Although no federal executions have taken place since, the Biden administration has pursued the death penalty in federal cases, including the 2023 sentencing of the man who killed nearly a dozen people at Pittsburgh’s Tree of Life synagogue in 2018.

Vaillancourt Murphy noted that President-elect Trump spoke of expanding the death penalty while on the campaign trail. Catholic Mobilizing Network’s work “will continue no matter who is in the White House,” she said, and pointed to the Catechism of the Catholic Church’s teaching that the death penalty “is an attack on the inviolability and dignity of the person” and that the Church “works with determination for its abolition worldwide.”

“We know the death penalty does not deter crime or make communities safer,” she said. “Like the state systems, the federal death penalty system is broken. So we will keep praying and advocating and educating and sharing restorative practices until this system of death is dismantled and our communities flourish amid a culture of life.”
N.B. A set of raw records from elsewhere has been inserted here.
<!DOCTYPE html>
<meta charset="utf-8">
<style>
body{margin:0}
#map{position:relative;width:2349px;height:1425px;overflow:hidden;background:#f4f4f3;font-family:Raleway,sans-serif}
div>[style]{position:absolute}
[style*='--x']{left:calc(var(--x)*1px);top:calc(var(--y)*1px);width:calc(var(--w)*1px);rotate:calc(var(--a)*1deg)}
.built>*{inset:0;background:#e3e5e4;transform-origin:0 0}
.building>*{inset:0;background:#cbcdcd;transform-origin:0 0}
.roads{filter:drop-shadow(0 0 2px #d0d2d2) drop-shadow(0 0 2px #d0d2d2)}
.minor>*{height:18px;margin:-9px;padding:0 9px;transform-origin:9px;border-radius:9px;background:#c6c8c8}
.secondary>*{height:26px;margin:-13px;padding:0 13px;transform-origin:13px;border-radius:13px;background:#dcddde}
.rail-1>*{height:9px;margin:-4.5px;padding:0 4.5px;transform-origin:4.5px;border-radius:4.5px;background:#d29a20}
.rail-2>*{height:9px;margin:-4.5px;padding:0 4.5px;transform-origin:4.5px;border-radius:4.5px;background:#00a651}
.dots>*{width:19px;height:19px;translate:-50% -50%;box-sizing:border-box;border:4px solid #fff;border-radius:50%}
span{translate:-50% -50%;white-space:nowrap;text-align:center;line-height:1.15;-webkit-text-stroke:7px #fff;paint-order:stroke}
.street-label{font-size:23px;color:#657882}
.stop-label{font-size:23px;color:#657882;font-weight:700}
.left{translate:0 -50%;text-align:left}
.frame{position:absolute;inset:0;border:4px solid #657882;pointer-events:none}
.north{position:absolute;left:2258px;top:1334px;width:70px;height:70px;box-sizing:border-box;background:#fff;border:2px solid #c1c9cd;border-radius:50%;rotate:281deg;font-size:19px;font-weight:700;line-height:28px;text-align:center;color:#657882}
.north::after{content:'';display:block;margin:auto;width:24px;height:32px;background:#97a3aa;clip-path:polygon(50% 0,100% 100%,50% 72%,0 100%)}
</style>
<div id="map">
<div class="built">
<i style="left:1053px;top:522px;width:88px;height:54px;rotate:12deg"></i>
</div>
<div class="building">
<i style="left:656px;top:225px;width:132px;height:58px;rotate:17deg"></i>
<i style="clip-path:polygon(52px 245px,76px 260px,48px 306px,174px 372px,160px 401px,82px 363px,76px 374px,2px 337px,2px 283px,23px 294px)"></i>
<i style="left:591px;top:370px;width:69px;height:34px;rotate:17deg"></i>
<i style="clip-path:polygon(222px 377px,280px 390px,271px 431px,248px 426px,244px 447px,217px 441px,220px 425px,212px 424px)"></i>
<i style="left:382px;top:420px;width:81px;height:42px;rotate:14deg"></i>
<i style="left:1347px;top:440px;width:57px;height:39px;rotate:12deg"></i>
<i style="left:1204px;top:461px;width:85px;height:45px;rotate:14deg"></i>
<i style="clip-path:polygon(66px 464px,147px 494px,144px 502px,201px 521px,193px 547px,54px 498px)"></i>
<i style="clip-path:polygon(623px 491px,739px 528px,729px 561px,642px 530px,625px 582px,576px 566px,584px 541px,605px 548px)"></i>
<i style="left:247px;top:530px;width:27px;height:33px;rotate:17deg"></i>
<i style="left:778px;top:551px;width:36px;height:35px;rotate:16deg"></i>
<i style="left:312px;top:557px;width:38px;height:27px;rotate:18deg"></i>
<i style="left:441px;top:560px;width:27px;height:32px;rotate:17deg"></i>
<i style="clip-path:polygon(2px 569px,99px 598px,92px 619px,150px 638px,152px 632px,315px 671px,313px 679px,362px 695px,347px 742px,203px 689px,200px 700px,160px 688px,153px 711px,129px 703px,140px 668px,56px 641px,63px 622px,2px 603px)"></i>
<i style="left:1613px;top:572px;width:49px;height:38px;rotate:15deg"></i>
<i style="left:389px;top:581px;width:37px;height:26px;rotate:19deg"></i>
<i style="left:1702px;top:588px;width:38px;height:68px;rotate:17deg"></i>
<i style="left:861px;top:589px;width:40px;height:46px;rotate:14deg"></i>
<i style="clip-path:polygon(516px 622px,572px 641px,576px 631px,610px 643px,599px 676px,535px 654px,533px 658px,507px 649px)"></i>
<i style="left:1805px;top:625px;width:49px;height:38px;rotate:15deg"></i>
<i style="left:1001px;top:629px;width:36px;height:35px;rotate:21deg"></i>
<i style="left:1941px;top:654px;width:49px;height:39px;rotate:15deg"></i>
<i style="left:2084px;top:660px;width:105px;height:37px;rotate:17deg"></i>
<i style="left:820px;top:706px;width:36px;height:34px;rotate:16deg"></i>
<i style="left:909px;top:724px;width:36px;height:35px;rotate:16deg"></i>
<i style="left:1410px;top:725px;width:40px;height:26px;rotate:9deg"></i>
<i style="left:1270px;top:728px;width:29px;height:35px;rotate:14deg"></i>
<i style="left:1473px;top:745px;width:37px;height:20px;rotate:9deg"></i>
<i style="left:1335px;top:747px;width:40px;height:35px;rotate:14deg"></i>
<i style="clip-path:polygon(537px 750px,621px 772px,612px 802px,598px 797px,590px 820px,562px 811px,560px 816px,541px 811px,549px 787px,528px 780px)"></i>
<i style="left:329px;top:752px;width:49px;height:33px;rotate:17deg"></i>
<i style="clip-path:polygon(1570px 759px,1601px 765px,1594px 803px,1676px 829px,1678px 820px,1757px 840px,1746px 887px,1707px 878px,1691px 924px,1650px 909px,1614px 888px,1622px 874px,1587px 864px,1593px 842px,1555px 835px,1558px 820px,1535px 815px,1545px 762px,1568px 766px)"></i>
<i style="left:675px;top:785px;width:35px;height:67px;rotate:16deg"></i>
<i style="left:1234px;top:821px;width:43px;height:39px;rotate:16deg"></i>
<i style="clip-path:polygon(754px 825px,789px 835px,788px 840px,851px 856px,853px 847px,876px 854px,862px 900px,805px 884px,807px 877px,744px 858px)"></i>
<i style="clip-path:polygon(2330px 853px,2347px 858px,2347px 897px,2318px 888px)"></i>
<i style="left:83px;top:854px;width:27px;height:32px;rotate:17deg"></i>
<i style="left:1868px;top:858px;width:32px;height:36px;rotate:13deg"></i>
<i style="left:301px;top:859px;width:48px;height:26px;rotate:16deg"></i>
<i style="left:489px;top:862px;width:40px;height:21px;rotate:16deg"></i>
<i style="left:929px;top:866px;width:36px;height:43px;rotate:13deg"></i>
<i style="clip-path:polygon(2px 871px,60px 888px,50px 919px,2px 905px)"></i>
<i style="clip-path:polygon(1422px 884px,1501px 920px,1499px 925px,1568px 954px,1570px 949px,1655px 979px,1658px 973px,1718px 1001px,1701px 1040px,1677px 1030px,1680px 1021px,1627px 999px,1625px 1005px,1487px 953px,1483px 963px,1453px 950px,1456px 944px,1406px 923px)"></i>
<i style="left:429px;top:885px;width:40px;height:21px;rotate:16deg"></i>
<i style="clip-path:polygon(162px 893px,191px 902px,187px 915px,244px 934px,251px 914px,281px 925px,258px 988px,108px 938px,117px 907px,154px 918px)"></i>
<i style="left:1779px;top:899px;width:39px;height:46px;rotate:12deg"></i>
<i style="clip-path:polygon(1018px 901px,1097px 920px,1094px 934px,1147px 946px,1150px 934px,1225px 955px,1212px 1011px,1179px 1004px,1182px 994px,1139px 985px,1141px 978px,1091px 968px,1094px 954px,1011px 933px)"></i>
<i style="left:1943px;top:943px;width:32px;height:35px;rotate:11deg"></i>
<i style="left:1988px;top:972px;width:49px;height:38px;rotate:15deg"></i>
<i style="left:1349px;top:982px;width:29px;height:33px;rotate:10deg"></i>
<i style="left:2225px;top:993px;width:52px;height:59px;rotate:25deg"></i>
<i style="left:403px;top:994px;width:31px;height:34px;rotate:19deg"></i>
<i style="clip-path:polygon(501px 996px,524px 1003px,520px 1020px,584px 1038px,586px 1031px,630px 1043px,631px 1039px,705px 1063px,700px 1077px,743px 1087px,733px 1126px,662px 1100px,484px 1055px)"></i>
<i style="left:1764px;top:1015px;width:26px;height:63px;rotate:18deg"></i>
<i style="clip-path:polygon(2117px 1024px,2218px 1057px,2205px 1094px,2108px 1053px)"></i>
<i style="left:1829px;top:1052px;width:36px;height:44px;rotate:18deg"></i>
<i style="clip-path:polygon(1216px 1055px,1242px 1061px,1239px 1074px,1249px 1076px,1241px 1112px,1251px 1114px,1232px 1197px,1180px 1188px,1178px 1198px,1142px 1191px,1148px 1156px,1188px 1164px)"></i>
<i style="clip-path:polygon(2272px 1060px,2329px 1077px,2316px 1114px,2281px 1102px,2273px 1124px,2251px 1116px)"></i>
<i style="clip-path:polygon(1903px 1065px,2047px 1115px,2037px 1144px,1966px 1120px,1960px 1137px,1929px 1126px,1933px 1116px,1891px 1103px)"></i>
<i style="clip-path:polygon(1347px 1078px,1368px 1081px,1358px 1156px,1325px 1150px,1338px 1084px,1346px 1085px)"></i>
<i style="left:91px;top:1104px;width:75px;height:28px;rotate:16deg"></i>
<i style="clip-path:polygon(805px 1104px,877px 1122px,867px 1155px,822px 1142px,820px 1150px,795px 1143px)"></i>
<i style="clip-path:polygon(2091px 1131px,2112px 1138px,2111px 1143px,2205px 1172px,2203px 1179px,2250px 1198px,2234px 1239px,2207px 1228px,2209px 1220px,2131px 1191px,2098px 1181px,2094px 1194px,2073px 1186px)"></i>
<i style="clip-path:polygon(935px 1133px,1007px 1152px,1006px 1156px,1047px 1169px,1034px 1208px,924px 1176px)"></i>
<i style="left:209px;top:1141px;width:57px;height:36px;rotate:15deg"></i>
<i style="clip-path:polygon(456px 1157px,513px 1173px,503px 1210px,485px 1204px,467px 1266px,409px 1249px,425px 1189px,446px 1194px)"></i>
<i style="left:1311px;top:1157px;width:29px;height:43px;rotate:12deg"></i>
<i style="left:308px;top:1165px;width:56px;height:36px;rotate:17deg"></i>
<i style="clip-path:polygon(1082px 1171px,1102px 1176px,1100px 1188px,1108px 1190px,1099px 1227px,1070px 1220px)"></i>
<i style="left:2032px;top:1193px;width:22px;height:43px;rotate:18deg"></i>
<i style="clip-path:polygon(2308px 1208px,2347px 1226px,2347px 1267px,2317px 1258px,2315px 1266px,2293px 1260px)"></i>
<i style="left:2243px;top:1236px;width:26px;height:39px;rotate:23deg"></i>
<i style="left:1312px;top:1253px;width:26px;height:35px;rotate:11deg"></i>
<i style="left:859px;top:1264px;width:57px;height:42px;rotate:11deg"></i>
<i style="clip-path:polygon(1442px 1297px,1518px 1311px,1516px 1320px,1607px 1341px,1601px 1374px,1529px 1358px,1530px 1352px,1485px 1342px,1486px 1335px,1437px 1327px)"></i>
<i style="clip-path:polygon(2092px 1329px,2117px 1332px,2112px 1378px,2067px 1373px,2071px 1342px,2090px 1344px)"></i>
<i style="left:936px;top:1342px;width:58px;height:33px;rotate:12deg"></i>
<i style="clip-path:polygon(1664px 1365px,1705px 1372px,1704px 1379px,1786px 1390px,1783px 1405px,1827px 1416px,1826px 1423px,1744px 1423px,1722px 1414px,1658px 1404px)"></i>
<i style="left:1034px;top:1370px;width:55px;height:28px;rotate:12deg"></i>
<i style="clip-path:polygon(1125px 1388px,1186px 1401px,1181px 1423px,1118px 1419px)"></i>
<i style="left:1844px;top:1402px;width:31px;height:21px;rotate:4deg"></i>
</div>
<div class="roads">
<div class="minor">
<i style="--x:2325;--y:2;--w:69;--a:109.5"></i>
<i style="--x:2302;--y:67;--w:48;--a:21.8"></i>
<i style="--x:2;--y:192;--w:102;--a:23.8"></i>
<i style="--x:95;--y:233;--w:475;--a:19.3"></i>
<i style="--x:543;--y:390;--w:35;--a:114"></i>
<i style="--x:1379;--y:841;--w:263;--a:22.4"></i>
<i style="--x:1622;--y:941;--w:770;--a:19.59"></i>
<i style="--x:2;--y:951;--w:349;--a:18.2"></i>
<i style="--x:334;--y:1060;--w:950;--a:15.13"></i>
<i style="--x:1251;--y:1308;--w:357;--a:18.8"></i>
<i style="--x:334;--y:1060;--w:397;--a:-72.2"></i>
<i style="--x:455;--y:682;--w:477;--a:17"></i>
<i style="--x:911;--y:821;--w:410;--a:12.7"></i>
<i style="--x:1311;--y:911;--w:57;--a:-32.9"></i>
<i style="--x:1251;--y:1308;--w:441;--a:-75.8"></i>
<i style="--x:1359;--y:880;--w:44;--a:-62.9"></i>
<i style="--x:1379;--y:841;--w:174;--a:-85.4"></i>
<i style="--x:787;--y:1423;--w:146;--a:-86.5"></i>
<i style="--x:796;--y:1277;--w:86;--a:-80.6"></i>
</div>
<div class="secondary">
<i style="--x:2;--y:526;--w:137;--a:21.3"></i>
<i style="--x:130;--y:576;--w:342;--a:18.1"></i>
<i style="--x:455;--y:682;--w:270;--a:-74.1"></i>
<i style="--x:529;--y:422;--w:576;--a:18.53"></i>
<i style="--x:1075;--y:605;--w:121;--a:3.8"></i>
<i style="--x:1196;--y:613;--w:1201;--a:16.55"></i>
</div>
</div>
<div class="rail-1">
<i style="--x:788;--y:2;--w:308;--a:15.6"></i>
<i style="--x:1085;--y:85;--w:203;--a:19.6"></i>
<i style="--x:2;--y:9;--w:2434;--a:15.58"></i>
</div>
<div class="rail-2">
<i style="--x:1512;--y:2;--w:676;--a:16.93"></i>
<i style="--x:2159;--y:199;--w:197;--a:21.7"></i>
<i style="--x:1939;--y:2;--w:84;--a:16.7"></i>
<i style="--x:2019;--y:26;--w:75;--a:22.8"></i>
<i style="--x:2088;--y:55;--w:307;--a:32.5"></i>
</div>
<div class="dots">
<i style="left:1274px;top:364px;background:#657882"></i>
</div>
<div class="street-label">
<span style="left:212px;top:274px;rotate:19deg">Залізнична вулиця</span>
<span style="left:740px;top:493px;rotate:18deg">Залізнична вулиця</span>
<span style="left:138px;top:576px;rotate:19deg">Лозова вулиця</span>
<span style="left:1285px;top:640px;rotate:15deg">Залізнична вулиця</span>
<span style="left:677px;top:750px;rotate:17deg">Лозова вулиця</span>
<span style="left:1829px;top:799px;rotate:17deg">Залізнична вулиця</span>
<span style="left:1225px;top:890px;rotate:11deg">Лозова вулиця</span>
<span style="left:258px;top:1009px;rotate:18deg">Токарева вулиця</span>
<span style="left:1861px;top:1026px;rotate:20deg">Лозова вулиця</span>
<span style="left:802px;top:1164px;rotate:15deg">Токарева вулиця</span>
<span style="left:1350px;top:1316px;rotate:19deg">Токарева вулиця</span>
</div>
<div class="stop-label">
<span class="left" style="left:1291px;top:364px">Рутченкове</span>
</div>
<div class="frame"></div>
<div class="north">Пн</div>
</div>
To sign the petition, visit stlreview.com/3ZdgLfV.


>> Execution vigil

If Christopher Collings’ execution continues as scheduled, the Archdiocese of St. Louis will join MADP for a peaceful vigil outside the Eastern Reception, Diagnostic and Correctional Center in Bonne Terre during the execution on Tuesday, Dec. 3. A bus will leave the Cardinal Rigali Center at 4 p.m. that day. To RSVP, contact Marie Kenyon at (314) 792-7062 or mariekenyon@archstl.org.


>> Church teaching on the death penalty (updated 2018)

Recourse to the death penalty on the part of legitimate authority, following a fair trial, was long considered an appropriate response to the gravity of certain crimes and an acceptable, albeit extreme, means of safeguarding the common good.

Today, however, there is an increasing awareness that the dignity of the person is not lost even after the commission of very serioius crimes. In addition, a new understanding has emerged of the significance of penal sanctions imposed by the state. Lastly, more effective systems of detention have been developed, which ensure the due protection of citizens but, at the same time, do not definitively deprive the guilty of the possibility of redemption.

Consequently, the Church teaches, in light of the Gospel, that “the death penalty is inadmissible because it is an attack on the inviolability and the dignity of the person,” and she works with determination for its abolition worldwide.